An analog signal delivered by a microphone 1 is limited in bandwidth by a low-pass filter 2 and converted in an analog/digital converter 3 into a series of amplitude and time-discrete samples which are representative of the analog signal. The output signal of the converter 3 is fed to the input of a short-term analysis unit 4 and to the input of a short-term prediction filter 5. These two units cater for the abovementioned short-term prediction (STP) on segments of, for example, 160 samples and the analysis unit 4 provides an output signal in the form of short-term prediction filter coefficients which are quantised, coded and transmitted to the decoder unit shown in Figure 1b. The structure and the function of the filter 5 and the unit 4 are well known to those skilled in the art in the field of speech coding and are of no further importance for the present invention, so that a further explanation can be omitted. The STP-filtered signal is fed to a long-term prediction (LTP) analysis unit 6. In this analysis unit, an LTP analysis is applied twice per segment of 160 samples in a manner such as that described, for example, in Dutch Patent Application 9001985. In such an LTP analysis, for a signal segment to be coded, a search is always made, in accordance with a particular search strategy, for a segment which is as similar as possible in a signal period preceding said segment having a particular duration and a signal is transmitted in coded form which is representative of the number of samples D situated between the starting instant of the segment found and the starting instant of the segment to be coded.

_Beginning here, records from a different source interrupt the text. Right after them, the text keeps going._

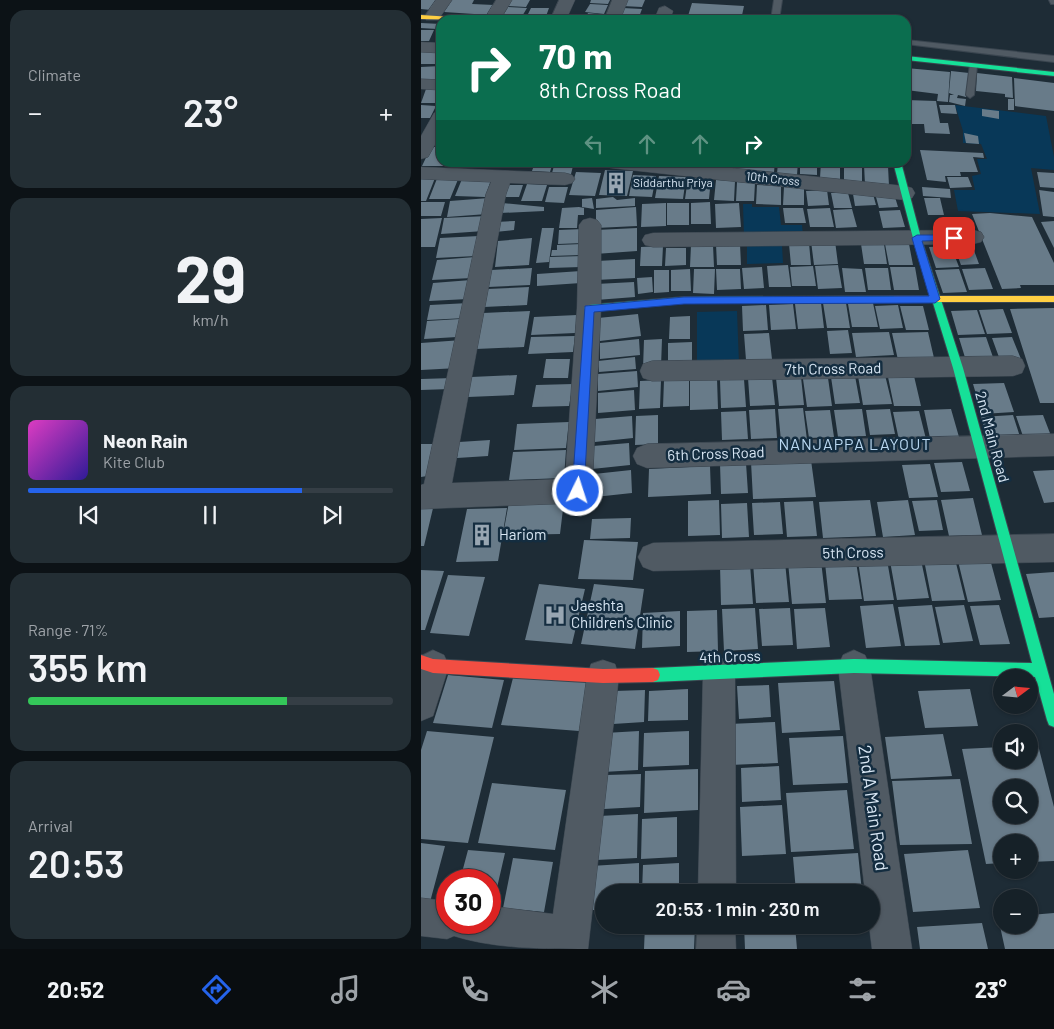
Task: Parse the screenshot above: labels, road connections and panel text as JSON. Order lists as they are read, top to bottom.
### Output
{
  "streets": {
    "street": [
      "10th Cross",
      "7th Cross Road",
      "2nd Main Road",
      "6th Cross Road",
      "5th Cross",
      "4th Cross",
      "2nd A Main Road"
    ]
  },
  "crossings": [
    ["10th Cross", "2nd Main Road"],
    ["7th Cross Road", "2nd Main Road"],
    ["2nd Main Road", "6th Cross Road"],
    ["2nd Main Road", "5th Cross"],
    ["2nd Main Road", "4th Cross"],
    ["4th Cross", "2nd A Main Road"]
  ],
  "districts": ["NANJAPPA LAYOUT"],
  "places": {
    "building": ["Siddarthu Priya", "Hariom"],
    "hospital": ["Jaeshta Children's Clinic"]
  },
  "north": "right",
  "page": {
    "tile": [
      "Climate",
      ["29", "km/h"],
      ["Range · 71%", "355 km"],
      ["Arrival", "20:53"]
    ],
    "turn": ["70 m", "8th Cross Road"],
    "heat": ["−", "23°", "+"],
    "song": ["Neon Rain", "Kite Club"],
    "map_buttons": ["+", "−"],
    "limit": "30",
    "trip": "20:53 · 1 min · 230 m",
    "tabs": ["20:52", "23°"]
  }
}
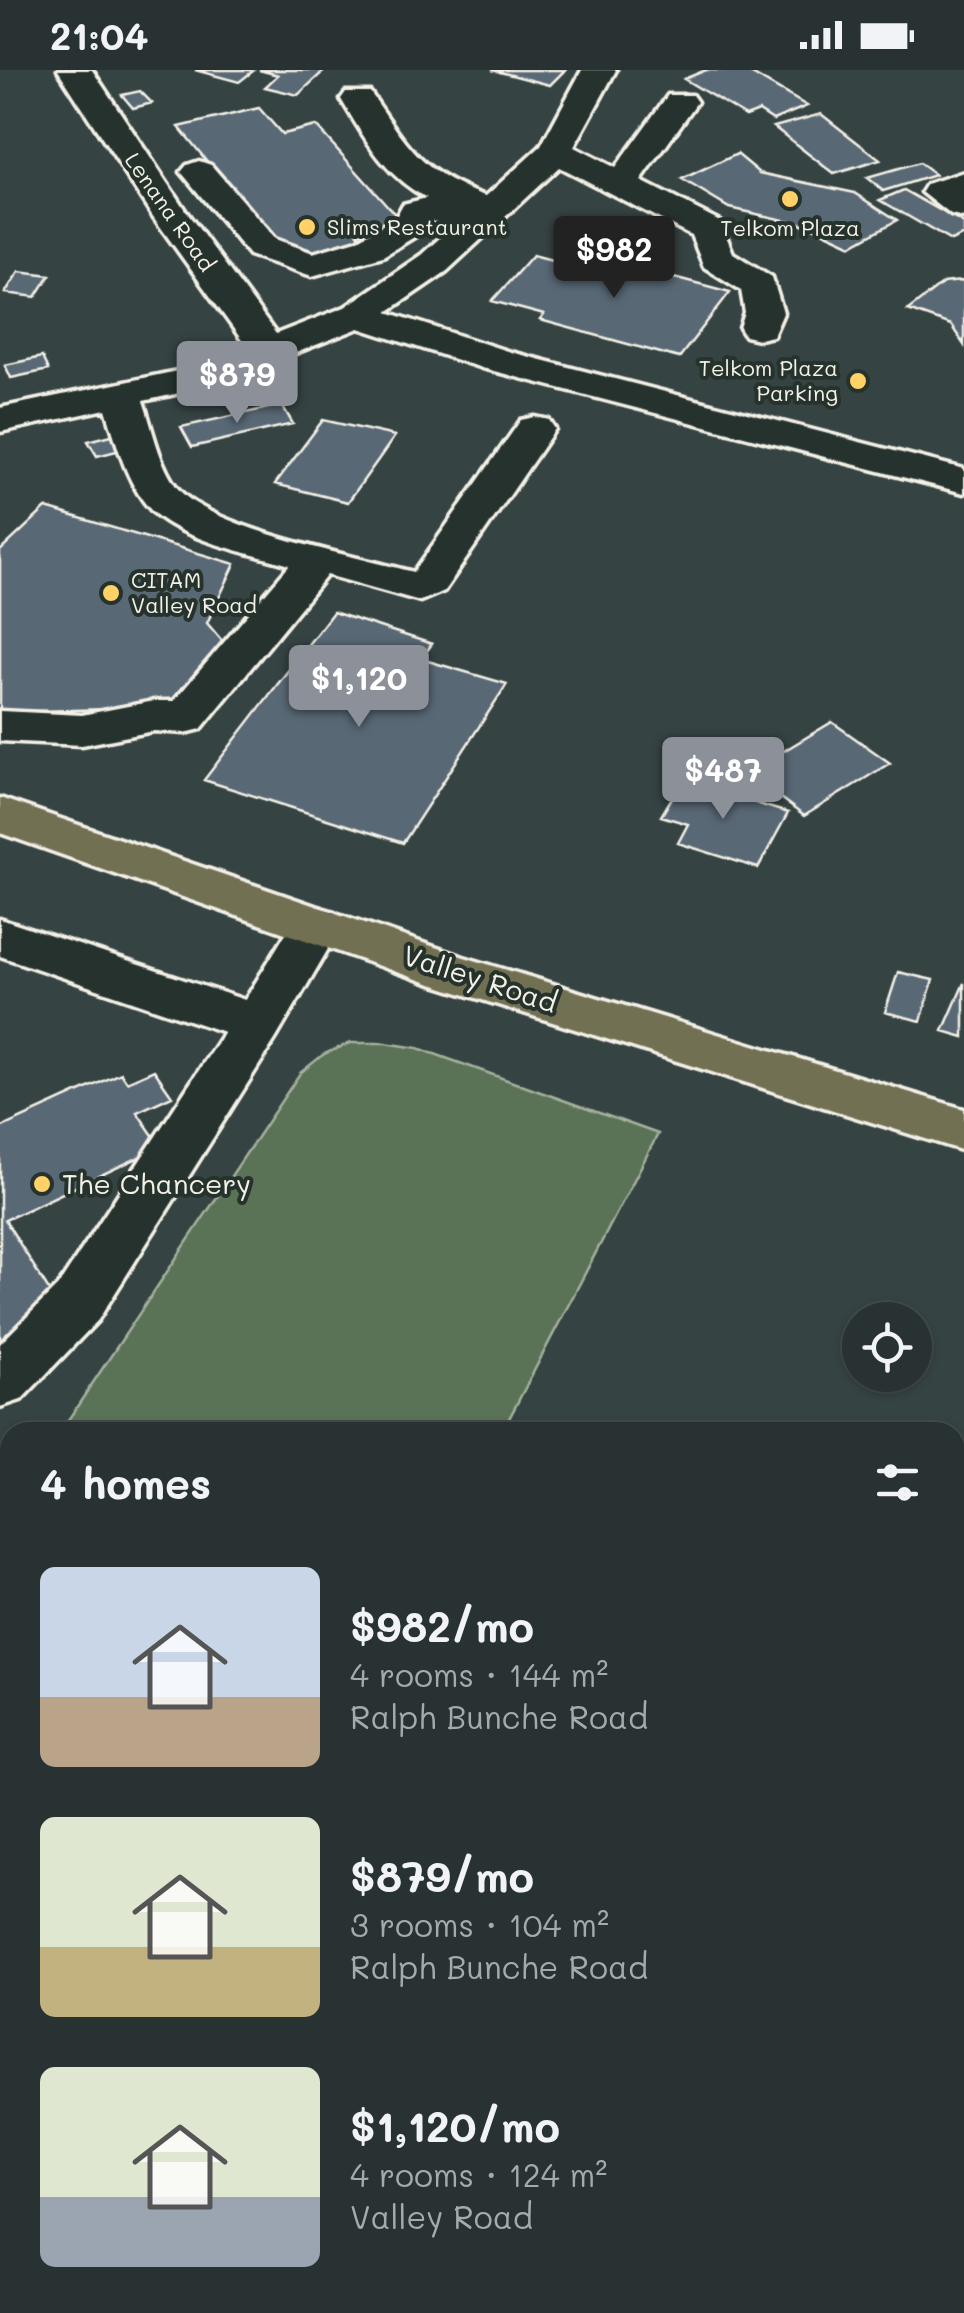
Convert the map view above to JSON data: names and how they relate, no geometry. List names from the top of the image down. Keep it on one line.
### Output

The output signal of the STP filter unit 5 is referred to as the residual signal and, according to the invention, said residual signal is transmitted in coded form in a manner such that only the information which, seen perceptively, is relevant is transmitted. For this purpose, the segments of 160 samples in said residual signal are divided into 8 subsegments of 30 samples in the circuit 7. This is done by first dividing the segment supplied into eight subsegments of 20 samples and then completing these at the leading edge with the ten last samples of the previous subsegment. This implies that the last ten samples of every segment have to be stored in order to also be able to complete the first subsegment of the subsequent segment. Then every subsegment of 30 samples is multiplied in a circuit 8 by a window function such as, for example, a cosine function. The window function is so chosen that, for every sample in the overlapping parts of the subsegments, the sum of the squares of the two multiplication factors is unity. The reason that this has to be the case for the squares is that the multiplication by the window function takes place both in the coding unit and in the decoding unit shown in Figure 1b. A Discrete Fourier Transform (DFT) is performed on the windowed subsegment in a circuit 9, 16 different frequency components being obtained for every subsegment. Of these 16 frequency components, numbered 0 to 15 inclusive, the amplitudes A of the components 1 to 13 inclusive are calculated in a circuit 10. The components 0, 14 and 15 can be ignored because they are situated outside the frequency band of 300 - 3,400 Hz chosen for speech communication. If a greater or a smaller frequency band is relevant, the number of amplitude components taken into consideration can be adjusted accordingly. Starting from the said 13 components, four so-called Bark amplitude components are calculated in a circuit 11. These are amplitudes associated with frequencies which are situated equidistantly on a linear Bark scale. The Bark amplitude components B₁ to B₄ inclusive can, for example, be calculated as follows from the DFT amplitudes A₁ to A₁₃ inclusive: $B_{1} = \sqrt{A_{1}^{2} {+ A}_{2}^{2}}$
$B_{2} = \sqrt{A_{3}^{2} {+ A}_{4}^{2} {+ A}_{5}^{2}}$
$B_{3} = \sqrt{A_{6}^{2} {+ A}_{7}^{2} {+ A}_{8}^{2} {+ A}_{9}^{2}}$
$B_{4} = \sqrt{A_{10}^{2} {+ A}_{11}^{2} {+ A}_{12}^{2} {+ A}_{13}^{2}}$
If desired, a gain factor G is calculated as a scaling value in circuit 12 from the four Bark amplitude components in accordance with: $G = \sqrt{B_{1}^{2} {+B}_{2}^{2} {+B}_{3}^{2} {+B}_{4}^{2}}$
The application of the scaling value G has the advantage that the scaled amplitudes can be coded more efficiently. The value of G is quantised in a circuit 13 and then transmitted to the decoding unit. If the scale factor G has been calculated, every Bark component is divided by the quantised gain factor Ĝ in a circuit 14. The result of this division is quantised in a circuit 15, coded and then also transmitted to the decoding unit.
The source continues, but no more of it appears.